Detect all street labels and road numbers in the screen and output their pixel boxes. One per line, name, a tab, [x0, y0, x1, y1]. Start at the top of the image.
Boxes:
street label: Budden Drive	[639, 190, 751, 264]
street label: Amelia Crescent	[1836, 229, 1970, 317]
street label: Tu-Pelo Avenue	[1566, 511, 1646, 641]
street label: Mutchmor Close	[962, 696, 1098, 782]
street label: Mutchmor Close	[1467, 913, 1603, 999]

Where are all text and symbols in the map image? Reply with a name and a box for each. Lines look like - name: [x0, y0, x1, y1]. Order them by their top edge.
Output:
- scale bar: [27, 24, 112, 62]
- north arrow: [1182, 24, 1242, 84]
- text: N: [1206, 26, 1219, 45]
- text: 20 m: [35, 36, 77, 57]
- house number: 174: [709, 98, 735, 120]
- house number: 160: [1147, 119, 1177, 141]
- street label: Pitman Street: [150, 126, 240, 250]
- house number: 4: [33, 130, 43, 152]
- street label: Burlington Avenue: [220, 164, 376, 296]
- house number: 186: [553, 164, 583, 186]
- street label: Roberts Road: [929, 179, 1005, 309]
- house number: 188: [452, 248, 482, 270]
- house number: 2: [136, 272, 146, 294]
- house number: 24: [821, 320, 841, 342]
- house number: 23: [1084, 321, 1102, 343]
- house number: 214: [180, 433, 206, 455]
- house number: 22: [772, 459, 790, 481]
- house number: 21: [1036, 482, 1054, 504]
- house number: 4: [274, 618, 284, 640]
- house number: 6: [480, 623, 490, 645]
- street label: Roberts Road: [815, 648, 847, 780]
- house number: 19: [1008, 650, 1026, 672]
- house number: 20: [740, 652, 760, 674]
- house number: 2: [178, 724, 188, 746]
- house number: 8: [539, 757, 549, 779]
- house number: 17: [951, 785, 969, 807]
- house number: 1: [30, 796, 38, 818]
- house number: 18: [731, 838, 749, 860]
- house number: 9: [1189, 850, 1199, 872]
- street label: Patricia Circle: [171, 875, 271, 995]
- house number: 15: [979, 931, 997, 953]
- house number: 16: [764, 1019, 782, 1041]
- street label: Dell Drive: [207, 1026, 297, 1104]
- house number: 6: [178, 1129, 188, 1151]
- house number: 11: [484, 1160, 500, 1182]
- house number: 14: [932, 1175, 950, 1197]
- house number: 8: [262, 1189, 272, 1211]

Work instructions -
From the first line down to the last, give the records again exactly.

Output for this exercise -
Detect all street labels and road numbers in the screen and output their pixel boxes. One per line, name, a tab, [x0, y0, x1, y1]. Start at the top of the image.
Boxes:
street label: Budden Drive	[639, 190, 751, 264]
street label: Amelia Crescent	[1836, 229, 1970, 317]
street label: Tu-Pelo Avenue	[1566, 511, 1646, 641]
street label: Mutchmor Close	[962, 696, 1098, 782]
street label: Mutchmor Close	[1467, 913, 1603, 999]

Where are all text and symbols in the map image? Reply with a name and a box for each. Lines look like - name: [x0, y0, x1, y1]. Order them by their top edge.
Output:
- scale bar: [27, 24, 112, 62]
- north arrow: [1182, 24, 1242, 84]
- text: N: [1206, 26, 1219, 45]
- text: 20 m: [35, 36, 77, 57]
- house number: 174: [709, 98, 735, 120]
- house number: 160: [1147, 119, 1177, 141]
- street label: Pitman Street: [150, 126, 240, 250]
- house number: 4: [33, 130, 43, 152]
- street label: Burlington Avenue: [220, 164, 376, 296]
- house number: 186: [553, 164, 583, 186]
- street label: Roberts Road: [929, 179, 1005, 309]
- house number: 188: [452, 248, 482, 270]
- house number: 2: [136, 272, 146, 294]
- house number: 24: [821, 320, 841, 342]
- house number: 23: [1084, 321, 1102, 343]
- house number: 214: [180, 433, 206, 455]
- house number: 22: [772, 459, 790, 481]
- house number: 21: [1036, 482, 1054, 504]
- house number: 4: [274, 618, 284, 640]
- house number: 6: [480, 623, 490, 645]
- street label: Roberts Road: [815, 648, 847, 780]
- house number: 19: [1008, 650, 1026, 672]
- house number: 20: [740, 652, 760, 674]
- house number: 2: [178, 724, 188, 746]
- house number: 8: [539, 757, 549, 779]
- house number: 17: [951, 785, 969, 807]
- house number: 1: [30, 796, 38, 818]
- house number: 18: [731, 838, 749, 860]
- house number: 9: [1189, 850, 1199, 872]
- street label: Patricia Circle: [171, 875, 271, 995]
- house number: 15: [979, 931, 997, 953]
- house number: 16: [764, 1019, 782, 1041]
- street label: Dell Drive: [207, 1026, 297, 1104]
- house number: 6: [178, 1129, 188, 1151]
- house number: 11: [484, 1160, 500, 1182]
- house number: 14: [932, 1175, 950, 1197]
- house number: 8: [262, 1189, 272, 1211]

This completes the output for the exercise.